### ABOUT THIS TASK
Could you write out the opening lines of the data, word for word, stopping after the line that contains "--surface:#fff; --page:#f2f2f2; --text:#222;"?

BEGIN DATA PROVIDED

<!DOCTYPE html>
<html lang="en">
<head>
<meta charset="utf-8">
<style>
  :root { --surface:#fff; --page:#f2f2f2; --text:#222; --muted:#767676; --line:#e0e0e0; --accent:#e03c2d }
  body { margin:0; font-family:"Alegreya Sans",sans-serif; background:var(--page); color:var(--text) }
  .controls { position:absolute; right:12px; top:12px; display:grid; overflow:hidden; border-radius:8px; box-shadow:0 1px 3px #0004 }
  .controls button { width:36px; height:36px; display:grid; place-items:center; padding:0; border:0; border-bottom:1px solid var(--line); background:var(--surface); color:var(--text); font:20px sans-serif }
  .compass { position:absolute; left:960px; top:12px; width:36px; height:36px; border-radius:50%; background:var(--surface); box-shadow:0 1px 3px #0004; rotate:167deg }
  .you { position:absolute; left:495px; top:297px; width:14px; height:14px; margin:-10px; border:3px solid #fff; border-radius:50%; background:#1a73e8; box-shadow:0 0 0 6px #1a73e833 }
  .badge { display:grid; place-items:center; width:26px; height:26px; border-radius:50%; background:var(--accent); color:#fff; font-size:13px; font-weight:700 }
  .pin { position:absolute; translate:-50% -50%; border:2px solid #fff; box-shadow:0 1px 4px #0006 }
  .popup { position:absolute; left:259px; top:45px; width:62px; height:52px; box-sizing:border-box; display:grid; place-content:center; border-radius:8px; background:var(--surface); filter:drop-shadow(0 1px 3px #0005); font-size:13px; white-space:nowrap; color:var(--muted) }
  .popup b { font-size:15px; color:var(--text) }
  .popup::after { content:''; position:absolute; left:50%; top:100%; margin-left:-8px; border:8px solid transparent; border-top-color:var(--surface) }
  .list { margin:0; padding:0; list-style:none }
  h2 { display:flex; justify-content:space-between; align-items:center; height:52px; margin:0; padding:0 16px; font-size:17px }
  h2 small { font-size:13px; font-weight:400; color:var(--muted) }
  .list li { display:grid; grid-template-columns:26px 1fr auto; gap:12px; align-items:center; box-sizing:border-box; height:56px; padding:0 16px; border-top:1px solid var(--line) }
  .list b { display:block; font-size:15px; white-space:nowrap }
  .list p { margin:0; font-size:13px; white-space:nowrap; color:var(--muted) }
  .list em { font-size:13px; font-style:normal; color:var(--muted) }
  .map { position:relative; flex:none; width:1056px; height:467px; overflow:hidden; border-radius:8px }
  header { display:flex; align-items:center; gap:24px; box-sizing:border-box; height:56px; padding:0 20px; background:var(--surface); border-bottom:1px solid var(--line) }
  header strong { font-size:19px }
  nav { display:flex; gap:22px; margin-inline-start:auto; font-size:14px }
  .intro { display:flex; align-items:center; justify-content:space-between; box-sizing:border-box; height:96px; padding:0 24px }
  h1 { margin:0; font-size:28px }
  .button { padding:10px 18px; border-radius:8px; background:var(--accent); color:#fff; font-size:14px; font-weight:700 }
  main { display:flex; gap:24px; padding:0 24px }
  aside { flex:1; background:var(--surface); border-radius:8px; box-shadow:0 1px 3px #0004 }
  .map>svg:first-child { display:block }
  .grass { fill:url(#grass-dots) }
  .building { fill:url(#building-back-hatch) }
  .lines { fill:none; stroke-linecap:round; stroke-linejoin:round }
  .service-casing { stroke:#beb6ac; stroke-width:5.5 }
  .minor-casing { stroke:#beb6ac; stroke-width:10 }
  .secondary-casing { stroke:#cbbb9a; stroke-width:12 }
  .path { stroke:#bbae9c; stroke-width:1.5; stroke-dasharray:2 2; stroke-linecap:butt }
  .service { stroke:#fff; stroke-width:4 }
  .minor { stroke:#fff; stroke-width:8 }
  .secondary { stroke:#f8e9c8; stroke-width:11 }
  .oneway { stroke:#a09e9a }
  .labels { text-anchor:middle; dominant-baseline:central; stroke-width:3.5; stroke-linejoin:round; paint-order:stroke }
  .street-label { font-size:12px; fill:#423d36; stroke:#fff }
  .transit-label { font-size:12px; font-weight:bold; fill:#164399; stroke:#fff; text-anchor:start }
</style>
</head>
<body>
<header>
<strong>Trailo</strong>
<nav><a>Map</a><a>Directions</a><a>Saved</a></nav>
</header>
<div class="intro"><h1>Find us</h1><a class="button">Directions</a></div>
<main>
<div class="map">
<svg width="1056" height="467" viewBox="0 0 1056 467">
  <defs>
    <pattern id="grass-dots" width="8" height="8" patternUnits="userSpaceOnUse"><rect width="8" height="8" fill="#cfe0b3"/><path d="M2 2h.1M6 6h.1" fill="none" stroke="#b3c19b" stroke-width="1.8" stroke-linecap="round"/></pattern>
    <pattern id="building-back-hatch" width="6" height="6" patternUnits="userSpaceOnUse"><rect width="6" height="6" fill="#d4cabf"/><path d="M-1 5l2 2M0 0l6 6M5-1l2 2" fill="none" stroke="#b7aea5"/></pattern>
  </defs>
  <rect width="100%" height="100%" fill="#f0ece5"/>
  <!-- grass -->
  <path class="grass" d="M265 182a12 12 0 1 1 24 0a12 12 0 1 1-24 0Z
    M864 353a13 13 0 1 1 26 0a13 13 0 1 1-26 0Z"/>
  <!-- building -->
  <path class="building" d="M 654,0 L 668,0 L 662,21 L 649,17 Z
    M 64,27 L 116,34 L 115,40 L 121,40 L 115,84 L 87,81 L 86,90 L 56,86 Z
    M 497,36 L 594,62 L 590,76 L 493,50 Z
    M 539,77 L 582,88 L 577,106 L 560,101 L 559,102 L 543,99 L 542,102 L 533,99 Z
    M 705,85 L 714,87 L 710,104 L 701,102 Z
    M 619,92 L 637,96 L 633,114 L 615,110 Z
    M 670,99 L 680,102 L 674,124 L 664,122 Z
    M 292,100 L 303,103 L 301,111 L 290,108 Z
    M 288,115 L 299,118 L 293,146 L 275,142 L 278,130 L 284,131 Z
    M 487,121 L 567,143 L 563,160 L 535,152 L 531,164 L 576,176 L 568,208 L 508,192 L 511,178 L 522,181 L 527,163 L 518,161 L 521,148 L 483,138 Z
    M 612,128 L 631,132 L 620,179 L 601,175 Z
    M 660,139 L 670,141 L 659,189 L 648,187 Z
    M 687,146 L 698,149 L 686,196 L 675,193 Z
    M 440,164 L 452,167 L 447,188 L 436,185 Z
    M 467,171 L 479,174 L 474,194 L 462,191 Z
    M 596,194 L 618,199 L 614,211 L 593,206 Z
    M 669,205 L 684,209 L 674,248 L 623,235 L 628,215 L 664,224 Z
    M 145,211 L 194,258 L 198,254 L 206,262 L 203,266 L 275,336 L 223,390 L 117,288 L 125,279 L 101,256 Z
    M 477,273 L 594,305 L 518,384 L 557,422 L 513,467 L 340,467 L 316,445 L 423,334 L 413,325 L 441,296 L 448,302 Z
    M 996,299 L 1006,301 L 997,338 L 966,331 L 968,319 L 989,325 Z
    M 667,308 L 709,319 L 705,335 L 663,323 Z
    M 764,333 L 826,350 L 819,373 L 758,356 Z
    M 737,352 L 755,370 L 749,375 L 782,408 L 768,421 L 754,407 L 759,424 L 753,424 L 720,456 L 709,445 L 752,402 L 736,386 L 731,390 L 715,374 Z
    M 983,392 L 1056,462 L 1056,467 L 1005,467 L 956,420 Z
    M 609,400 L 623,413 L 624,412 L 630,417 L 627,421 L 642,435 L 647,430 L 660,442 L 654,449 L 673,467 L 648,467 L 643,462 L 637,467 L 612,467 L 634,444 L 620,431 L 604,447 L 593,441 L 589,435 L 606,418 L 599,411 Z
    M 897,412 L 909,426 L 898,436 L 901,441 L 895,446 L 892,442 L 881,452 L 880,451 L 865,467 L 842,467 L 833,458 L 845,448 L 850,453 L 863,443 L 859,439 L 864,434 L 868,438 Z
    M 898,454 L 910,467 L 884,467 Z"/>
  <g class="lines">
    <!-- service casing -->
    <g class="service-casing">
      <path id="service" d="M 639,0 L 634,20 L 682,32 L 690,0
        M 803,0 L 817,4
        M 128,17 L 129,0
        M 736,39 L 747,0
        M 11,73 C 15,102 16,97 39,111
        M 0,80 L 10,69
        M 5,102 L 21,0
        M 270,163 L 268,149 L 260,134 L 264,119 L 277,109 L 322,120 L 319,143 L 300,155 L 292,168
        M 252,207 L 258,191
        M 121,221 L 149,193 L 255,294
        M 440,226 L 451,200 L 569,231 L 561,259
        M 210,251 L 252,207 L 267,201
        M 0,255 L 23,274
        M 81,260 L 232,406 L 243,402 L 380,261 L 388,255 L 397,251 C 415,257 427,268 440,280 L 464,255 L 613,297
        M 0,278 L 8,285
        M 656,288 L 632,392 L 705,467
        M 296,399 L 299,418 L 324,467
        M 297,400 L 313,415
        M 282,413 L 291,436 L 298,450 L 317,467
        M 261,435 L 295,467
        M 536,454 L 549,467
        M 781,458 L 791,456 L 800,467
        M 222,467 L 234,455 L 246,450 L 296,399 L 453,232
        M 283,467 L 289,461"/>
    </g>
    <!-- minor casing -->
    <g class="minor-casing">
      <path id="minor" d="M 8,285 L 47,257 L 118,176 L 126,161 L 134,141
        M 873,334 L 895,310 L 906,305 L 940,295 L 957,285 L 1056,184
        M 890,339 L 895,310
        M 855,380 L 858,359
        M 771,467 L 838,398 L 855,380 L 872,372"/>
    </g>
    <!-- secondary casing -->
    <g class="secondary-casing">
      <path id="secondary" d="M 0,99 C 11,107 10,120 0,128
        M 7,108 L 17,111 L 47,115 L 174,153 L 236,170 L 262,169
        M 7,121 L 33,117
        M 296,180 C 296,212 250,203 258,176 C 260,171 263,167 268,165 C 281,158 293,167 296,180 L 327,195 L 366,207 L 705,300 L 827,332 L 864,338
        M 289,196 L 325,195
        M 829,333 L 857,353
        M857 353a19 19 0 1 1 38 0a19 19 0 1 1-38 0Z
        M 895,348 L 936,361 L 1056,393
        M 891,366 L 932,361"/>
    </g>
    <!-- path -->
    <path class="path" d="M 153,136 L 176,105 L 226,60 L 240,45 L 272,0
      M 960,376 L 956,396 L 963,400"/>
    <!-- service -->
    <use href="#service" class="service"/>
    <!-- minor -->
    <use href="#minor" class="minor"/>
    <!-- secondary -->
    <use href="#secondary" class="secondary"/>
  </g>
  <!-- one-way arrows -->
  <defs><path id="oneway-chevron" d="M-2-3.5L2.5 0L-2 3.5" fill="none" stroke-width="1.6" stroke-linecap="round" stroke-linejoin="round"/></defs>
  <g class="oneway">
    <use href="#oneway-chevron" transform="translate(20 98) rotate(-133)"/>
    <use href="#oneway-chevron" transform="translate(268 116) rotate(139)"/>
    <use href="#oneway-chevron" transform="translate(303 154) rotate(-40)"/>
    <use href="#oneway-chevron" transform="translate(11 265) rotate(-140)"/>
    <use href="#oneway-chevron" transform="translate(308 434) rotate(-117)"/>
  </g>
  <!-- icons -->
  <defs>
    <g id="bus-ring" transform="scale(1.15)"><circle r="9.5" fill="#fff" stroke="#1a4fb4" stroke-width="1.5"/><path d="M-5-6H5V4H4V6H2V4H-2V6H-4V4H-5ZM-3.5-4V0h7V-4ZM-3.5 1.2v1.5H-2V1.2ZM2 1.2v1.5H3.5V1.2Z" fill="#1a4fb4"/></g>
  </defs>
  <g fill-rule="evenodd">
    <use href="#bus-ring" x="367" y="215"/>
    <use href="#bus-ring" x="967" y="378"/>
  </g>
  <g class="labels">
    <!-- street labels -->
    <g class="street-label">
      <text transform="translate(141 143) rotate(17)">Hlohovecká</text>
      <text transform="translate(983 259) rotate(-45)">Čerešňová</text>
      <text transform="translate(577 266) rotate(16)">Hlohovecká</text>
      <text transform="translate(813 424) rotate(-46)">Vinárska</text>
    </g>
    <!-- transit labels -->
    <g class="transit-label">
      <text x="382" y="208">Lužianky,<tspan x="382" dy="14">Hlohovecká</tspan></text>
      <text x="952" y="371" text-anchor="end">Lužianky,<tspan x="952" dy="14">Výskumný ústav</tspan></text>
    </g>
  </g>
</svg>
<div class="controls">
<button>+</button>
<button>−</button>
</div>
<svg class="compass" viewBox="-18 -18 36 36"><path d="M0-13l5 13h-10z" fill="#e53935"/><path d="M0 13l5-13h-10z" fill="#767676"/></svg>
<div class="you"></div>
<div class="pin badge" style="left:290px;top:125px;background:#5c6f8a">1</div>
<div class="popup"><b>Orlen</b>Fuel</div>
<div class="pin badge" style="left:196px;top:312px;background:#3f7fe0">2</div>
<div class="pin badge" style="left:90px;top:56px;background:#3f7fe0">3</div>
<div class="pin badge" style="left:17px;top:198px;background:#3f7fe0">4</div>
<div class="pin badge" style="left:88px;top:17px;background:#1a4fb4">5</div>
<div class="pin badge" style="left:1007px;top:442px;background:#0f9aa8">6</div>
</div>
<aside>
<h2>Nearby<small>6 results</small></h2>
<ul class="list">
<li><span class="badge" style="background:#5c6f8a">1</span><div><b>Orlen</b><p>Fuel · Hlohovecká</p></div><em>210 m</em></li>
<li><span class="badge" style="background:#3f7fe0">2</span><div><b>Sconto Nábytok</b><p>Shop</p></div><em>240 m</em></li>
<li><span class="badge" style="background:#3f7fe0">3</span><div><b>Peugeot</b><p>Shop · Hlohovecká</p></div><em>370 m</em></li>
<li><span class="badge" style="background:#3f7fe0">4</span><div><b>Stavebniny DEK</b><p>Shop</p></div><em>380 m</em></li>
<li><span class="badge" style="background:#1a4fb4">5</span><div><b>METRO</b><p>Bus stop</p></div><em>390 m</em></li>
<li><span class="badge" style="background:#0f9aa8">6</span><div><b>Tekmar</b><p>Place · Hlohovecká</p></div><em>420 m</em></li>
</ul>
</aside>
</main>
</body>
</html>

END DATA PROVIDED

### TASK ANSWER
<!DOCTYPE html>
<html lang="en">
<head>
<meta charset="utf-8">
<style>
  :root { --surface:#fff; --page:#f2f2f2; --text:#222; --muted:#767676; --line:#e0e0e0; --accent:#e03c2d }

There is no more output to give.